House Bill 130 will ban the use of single-use plastic bags and encourage a shift to reusable bags in Delaware. Senate Substitute 1 for Senate Bill 5 will address the problem of individuals dumping large quantities of trash on public and private property by increasing penalties for unlawful dumping and creating a Litter Investigation and Enforcement Fund.
“We live in a beautiful state. We should keep it that way,” said Governor Carney. “One of the best ways we can take pride in our communities is to keep them clean. That’s why I was proud to stand with mayors, county executives, and other local leaders recently to announce the Delaware Anti-Litter Alliance – a coalition of public officials committed to keeping our state litter free. And that’s why I was pleased to sign these bills into law on Monday. These new laws will help us protect Delaware communities from litter, protect our environment, and protect Delaware wildlife. Thank you to members of the General Assembly and Delawareans up and down our state who have pledged to help Keep DE Litter Free.”
A 2018 study from Keep Delaware Beautiful and the State of Delaware identified 6,000 pieces of litter for every mile of Delaware roadway surveyed.
“Limiting the use of plastic bags will go a long way toward preserving our environment for future generations. Our young people and future leaders will be the beneficiaries of our actions, and today we take a step forward in making them proud,” said Representative Gerald Brady, prime sponsor of the plastic bag legislation. “We want our waterways to be clean and vibrant, our wildlife to be healthy and our stormwater systems to be effective. I have to thank my colleagues, Governor Carney and many advocates for their passion and support to move this legislation, which will help our society as a whole.”
“This legislation is not just about protecting our environment but also about protecting our health,” said Senator Trey Paradee. “These single-use bags never fully break down. Instead, they turn into tiny bits of microplastic that end up in our food supply and eventually inside of all of us. I’m extremely proud of my colleagues in the Delaware General Assembly for taking this important first step toward reducing the amount of plastic in our environment. This is a clear demonstration that we can work together to improve our state for everyone and I look forward to continuing that effort next year.”

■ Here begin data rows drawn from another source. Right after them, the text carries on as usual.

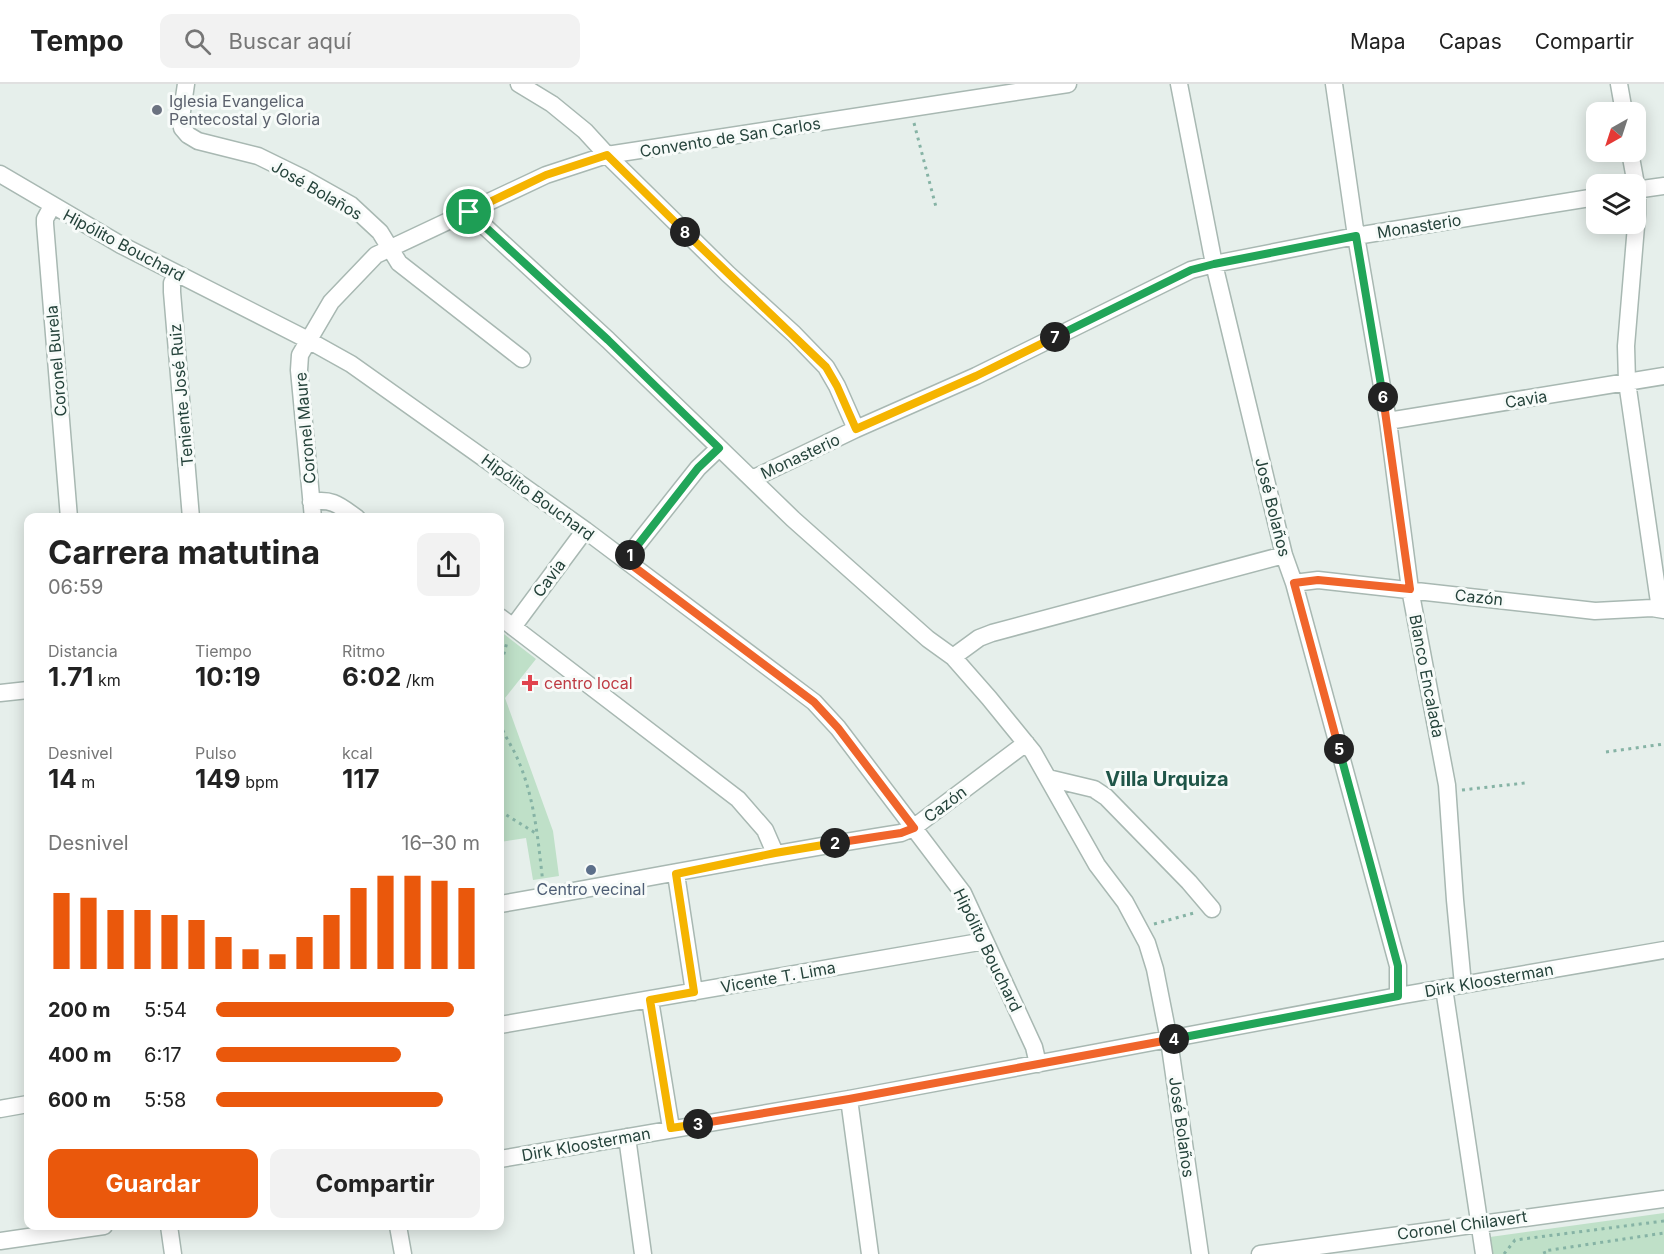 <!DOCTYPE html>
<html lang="es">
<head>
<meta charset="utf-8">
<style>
	:root { --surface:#fff; --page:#f2f2f2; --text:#222; --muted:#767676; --line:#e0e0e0; --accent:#ea580c }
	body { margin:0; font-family:Inter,sans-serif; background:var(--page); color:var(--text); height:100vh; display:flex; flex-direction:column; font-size:22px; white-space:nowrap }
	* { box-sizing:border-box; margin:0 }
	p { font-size:20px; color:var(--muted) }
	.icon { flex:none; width:33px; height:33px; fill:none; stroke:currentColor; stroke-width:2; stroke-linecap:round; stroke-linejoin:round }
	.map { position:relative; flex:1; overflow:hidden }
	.details { position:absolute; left:24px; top:429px; width:480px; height:717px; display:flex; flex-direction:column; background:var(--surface); border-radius:12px; box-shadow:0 3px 15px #0003 }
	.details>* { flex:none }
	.needle { width:39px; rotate:219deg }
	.fabs { position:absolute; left:1586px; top:18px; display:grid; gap:12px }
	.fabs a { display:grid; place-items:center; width:60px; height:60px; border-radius:12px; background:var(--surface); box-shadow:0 3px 15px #0003; font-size:30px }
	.pin { position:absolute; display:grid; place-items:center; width:51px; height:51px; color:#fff; margin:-26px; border:3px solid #fff; border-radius:50%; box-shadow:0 2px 6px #0007 }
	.km { position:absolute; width:30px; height:30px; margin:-15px; border-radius:50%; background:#222; color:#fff; font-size:16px; line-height:30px; text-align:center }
	.round { display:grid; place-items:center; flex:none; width:63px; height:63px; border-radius:12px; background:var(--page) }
	.headline { display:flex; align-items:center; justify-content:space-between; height:102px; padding:0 24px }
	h1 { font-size:33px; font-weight:700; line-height:45px }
	.figures { display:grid; grid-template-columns:repeat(3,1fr); gap:9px; height:102px; padding:6px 24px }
	.figures div { display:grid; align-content:center }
	.figures b { font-size:26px; font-weight:700 }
	.figures small { font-size:16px; font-weight:400 }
	.figures p { font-size:16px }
	.chart { height:168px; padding:12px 24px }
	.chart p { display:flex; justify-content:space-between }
	.chart svg { width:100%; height:108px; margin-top:6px; stroke:var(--accent); stroke-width:6 }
	.cta { display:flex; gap:12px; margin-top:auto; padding:12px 24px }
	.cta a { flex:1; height:69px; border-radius:12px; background:var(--accent); color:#fff; font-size:24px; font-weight:700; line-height:69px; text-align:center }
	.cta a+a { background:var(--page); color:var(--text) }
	ul { padding:0 24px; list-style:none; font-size:20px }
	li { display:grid; grid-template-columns:96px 72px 1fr; align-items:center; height:45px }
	li i { height:15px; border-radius:8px; background:var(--accent) }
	header { display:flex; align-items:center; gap:36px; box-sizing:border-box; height:84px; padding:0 30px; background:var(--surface); border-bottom:2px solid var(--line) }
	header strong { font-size:28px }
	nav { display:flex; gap:33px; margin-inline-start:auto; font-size:21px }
	.search { width:420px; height:54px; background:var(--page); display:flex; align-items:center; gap:15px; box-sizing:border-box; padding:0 21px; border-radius:12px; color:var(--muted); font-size:22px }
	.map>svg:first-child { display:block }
	.green { fill:#bfe0c8 }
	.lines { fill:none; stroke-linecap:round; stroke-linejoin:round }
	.minor-casing { stroke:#a8b8b2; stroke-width:19 }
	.path { stroke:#86b3a5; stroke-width:3; stroke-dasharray:3 4.5; stroke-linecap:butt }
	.minor { stroke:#fff; stroke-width:16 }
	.split-1-casing { stroke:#fff; stroke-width:12 }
	.split-2-casing { stroke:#fff; stroke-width:12 }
	.split-3-casing { stroke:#fff; stroke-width:12 }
	.split-4-casing { stroke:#fff; stroke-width:12 }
	.split-5-casing { stroke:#fff; stroke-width:12 }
	.split-6-casing { stroke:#fff; stroke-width:12 }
	.split-7-casing { stroke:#fff; stroke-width:12 }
	.split-8-casing { stroke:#fff; stroke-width:12 }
	.split-9-casing { stroke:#fff; stroke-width:12 }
	.split-1 { stroke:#22a559; stroke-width:8 }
	.split-2 { stroke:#f0652b; stroke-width:8 }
	.split-3 { stroke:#f5b400; stroke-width:8 }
	.split-4 { stroke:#f0652b; stroke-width:8 }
	.split-5 { stroke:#22a559; stroke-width:8 }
	.split-6 { stroke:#f0652b; stroke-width:8 }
	.split-7 { stroke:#22a559; stroke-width:8 }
	.split-8 { stroke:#f5b400; stroke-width:8 }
	.split-9 { stroke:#f5b400; stroke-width:8 }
	.worship-dot { fill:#6b7280; stroke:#f7fbf9; stroke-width:2 }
	.health-dot { fill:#e0444e; stroke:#f7fbf9; stroke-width:2 }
	.service-dot { fill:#5c6f8a; stroke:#f7fbf9; stroke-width:2 }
	.labels { text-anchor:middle; stroke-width:6; stroke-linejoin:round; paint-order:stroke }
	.worship-label { font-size:16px; fill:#5b616d; stroke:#f7fbf9; text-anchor:start }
	.street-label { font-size:16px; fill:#24423a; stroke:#f7fbf9 }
	.health-label { font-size:16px; fill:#be3a42; stroke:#f7fbf9; text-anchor:start }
	.service-label { font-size:16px; fill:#4e5e75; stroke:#f7fbf9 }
	.quarter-label { font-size:20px; font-weight:bold; fill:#1f5548; stroke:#f7fbf9 }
</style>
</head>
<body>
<header>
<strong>Tempo</strong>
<div class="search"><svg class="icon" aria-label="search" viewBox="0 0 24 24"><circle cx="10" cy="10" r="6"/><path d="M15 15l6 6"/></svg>Buscar aquí</div>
<nav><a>Mapa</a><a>Capas</a><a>Compartir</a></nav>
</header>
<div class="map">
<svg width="1664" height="1170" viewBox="0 0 1664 1170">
	<rect width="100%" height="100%" fill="#e6efeb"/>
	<path class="green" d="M500 547 536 575 505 614 553 747 559 792 533 796 526 754 500 758Z
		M1664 1129V1170H1493L1490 1153Z"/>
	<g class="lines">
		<g class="minor-casing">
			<path id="minor" d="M186 0 181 34 182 44 188 51 198 57 258 72 303 94 351 121 380 148 399 179 522 275
				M519 0 552 20 585 47 607 71 728 190 794 250 826 283 837 302 856 345
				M1179 0 1214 180 1284 471 1294 499 1398 882V912
				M1334 0 1356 152 1388 337 1410 505 1447 701 1455 816 1463 901
				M1619 0 1624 28
				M1630 68 1637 106V130L1626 262 1627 298 1660 525
				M0 90 121 161 308 256 351 280 585 446 814 618 838 644 963 809 1034 963 1038 980
				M1635 106 1664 102
				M52 122 45 135V140L69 434
				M469 128 608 256 793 435 928 555 953 573 989 614 1033 668 1097 781 1125 818 1147 859 1155 885 1169 956 1200 1170
				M177 190 172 199V208L191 434
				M1388 337 1664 292
				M752 395 856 345 976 292 1191 186 1214 180 1356 152 1596 113
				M311 418C333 414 340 422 357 434
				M313 434 299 286 300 271 331 218 376 171 546 91 607 71 1068 0
				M625 476 698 384 719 364
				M1294 499 1318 496 1595 527 1652 524 1664 526
				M500 533 738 715 765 746 775 769
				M513 543 585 446
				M953 573 979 554 992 549 1284 471
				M0 609 28 606
				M1048 694 1094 705 1106 713 1189 798 1212 825
				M676 790 694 908
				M500 820C634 797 767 770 901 749L913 744 1026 659
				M1444 904 1484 1170
				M650 916 671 1044
				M500 941 985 857
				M849 1015 870 1170
				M0 1025 28 1020
				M627 1053 643 1170
				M500 1075 849 1015 1398 912 1664 866
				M169 1142 173 1170
				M398 1142 403 1170
				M0 1157 104 1142
				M1260 1170 1664 1115"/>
		</g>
		<path class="path" d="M914 39 936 123
			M500 585 507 558
			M500 639C504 652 513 663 518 676 535 715 538 757 543 799
			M1606 668 1664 660
			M1462 706 1525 699
			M500 727 537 750
			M1154 840 1194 829
			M1504 1170 1515 1156 1664 1137
			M1545 1170 1544 1167 1664 1149"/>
		<use href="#minor" class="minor"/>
	</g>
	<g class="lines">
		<g class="split-1-casing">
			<path id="split-1" d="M469 128 608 256 719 364 698 384 630 471"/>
		</g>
		<g class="split-2-casing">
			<path id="split-2" d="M630 471 625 476 814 618 838 644 914 744 901 749 835 759"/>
		</g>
		<g class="split-3-casing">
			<path id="split-3" d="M698 1040 671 1044 650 916 694 908 676 790 775 769 835 759"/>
		</g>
		<g class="split-4-casing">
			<path id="split-4" d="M698 1040 849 1015 1174 955"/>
		</g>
		<g class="split-5-casing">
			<path id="split-5" d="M1174 955 1398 912V882L1339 665"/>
		</g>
		<g class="split-6-casing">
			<path id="split-6" d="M1339 665 1294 499 1318 496 1410 505 1383 313"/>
		</g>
		<g class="split-7-casing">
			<path id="split-7" d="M1055 253 1191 186 1214 180 1356 152 1383 313"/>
		</g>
		<g class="split-8-casing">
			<path id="split-8" d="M685 148 826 283 837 302 856 345 976 292 1055 253"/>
		</g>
		<g class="split-9-casing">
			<path id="split-9" d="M469 128 546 91 607 71 685 148"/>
		</g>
		<use href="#split-1" class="split-1"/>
		<use href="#split-2" class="split-2"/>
		<use href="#split-3" class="split-3"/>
		<use href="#split-4" class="split-4"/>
		<use href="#split-5" class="split-5"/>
		<use href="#split-6" class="split-6"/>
		<use href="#split-7" class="split-7"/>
		<use href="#split-8" class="split-8"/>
		<use href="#split-9" class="split-9"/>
	</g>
	<circle class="worship-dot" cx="157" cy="26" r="6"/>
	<path class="health-dot" d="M527 590h6v6h6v6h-6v6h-6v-6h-6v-6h6z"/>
	<circle class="service-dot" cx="591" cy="786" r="6"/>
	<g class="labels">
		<g class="worship-label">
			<text x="169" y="23">Iglesia Evangelica<tspan x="169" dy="18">Pentecostal y Gloria</tspan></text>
		</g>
		<g class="street-label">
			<text transform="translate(730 53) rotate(-9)" y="6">Convento de San Carlos</text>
			<text transform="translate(317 106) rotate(30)" y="6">José Bolaños</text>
			<text transform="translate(1419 142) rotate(-9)" y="6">Monasterio</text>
			<text transform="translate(124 161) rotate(28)" y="6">Hipólito Bouchard</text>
			<text transform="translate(56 277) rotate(-95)" y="6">Coronel Burela</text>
			<text transform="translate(181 311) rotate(-95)" y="6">Teniente José Ruiz</text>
			<text transform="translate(1526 315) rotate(-9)" y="6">Cavia</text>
			<text transform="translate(305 344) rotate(-95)" y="6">Coronel Maure</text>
			<text transform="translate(800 372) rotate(-25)" y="6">Monasterio</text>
			<text transform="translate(538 413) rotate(36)" y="6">Hipólito Bouchard</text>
			<text transform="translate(1273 423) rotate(76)" y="6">José Bolaños</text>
			<text transform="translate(549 494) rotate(-53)" y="6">Cavia</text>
			<text transform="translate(1479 513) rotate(6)" y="6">Cazón</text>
			<text transform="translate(1427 592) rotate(79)" y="6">Blanco Encalada</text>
			<text transform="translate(945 720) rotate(-37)" y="6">Cazón</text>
			<text transform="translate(988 866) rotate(64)" y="6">Hipólito Bouchard</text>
			<text transform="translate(778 893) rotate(-10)" y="6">Vicente T. Lima</text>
			<text transform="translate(1489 896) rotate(-10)" y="6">Dirk Kloosterman</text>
			<text transform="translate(1182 1043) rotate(82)" y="6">José Bolaños</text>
			<text transform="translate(586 1060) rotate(-10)" y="6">Dirk Kloosterman</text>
			<text transform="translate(1462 1141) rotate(-8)" y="6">Coronel Chilavert</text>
		</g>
		<g class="health-label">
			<text x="544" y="605">centro local</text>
		</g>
		<g class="service-label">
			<text x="591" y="811">Centro vecinal</text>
		</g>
		<g class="quarter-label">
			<text x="1167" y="702">Villa Urquiza</text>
		</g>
	</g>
</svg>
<div class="fabs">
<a><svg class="needle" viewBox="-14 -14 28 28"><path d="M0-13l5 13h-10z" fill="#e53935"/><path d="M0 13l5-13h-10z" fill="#767676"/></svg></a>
<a><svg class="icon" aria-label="layers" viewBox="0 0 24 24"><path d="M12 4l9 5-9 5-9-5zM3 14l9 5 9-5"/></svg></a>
</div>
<div class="pin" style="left:469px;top:128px;background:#1e9e55"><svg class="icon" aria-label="arrive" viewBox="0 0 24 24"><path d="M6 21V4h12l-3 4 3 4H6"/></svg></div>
<b class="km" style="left:630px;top:471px">1</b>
<b class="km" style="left:835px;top:759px">2</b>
<b class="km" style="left:698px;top:1040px">3</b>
<b class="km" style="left:1174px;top:955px">4</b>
<b class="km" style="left:1339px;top:665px">5</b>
<b class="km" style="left:1383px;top:313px">6</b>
<b class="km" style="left:1055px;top:253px">7</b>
<b class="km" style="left:685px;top:148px">8</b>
<section class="details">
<div class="headline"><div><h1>Carrera matutina</h1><p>06:59</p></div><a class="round"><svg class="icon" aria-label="share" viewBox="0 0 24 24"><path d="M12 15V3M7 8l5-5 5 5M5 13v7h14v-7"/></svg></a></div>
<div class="figures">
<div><p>Distancia</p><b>1.71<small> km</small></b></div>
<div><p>Tiempo</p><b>10:19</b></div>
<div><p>Ritmo</p><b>6:02<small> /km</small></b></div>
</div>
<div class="figures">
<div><p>Desnivel</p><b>14<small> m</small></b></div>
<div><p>Pulso</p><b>149<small> bpm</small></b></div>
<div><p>kcal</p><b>117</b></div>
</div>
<div class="chart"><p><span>Desnivel</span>16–30 m</p>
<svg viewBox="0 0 160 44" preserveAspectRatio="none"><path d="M5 44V13M15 44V15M25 44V20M35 44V20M45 44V22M55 44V24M65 44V31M75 44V36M85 44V38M95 44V31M105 44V22M115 44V11M125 44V6M135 44V6M145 44V8M155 44V11"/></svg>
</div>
<ul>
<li><b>200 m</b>5:54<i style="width:90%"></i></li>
<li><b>400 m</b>6:17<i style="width:70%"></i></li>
<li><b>600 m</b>5:58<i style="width:86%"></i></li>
</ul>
<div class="cta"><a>Guardar</a><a>Compartir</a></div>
</section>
</div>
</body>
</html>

“Our children and grandchildren deserve to inherit a Delaware free of trash and pollution. But we can’t expect someone else to take care of our natural environment for us,” said Senator Stephanie Hansen. “Preserving our forests, waterways and green spaces requires direct and deliberate action, which is why I am proud to have sponsored Senate Substitute 1 for Senate Bill 5 and co-sponsored House Bill 130. These two bills are vital first steps for reducing the amount of plastic waste that inadvertently ends up in our streams and woodlands and changing the culture around the kind of deliberate littering that damages and disrespects our state and our country.”
“These pieces of legislation are essential steps at curbing hazardous behaviors, litter, and our dependence on single use plastics,” said Ginger North, Director of Conservation at the Delaware Nature Society. “We commend Governor Carney and the members of the General Assembly for taking these steps and limiting the number of plastic bags and other waste that litter our beautiful state and are a hazard to our environment, wildlife, and public health.”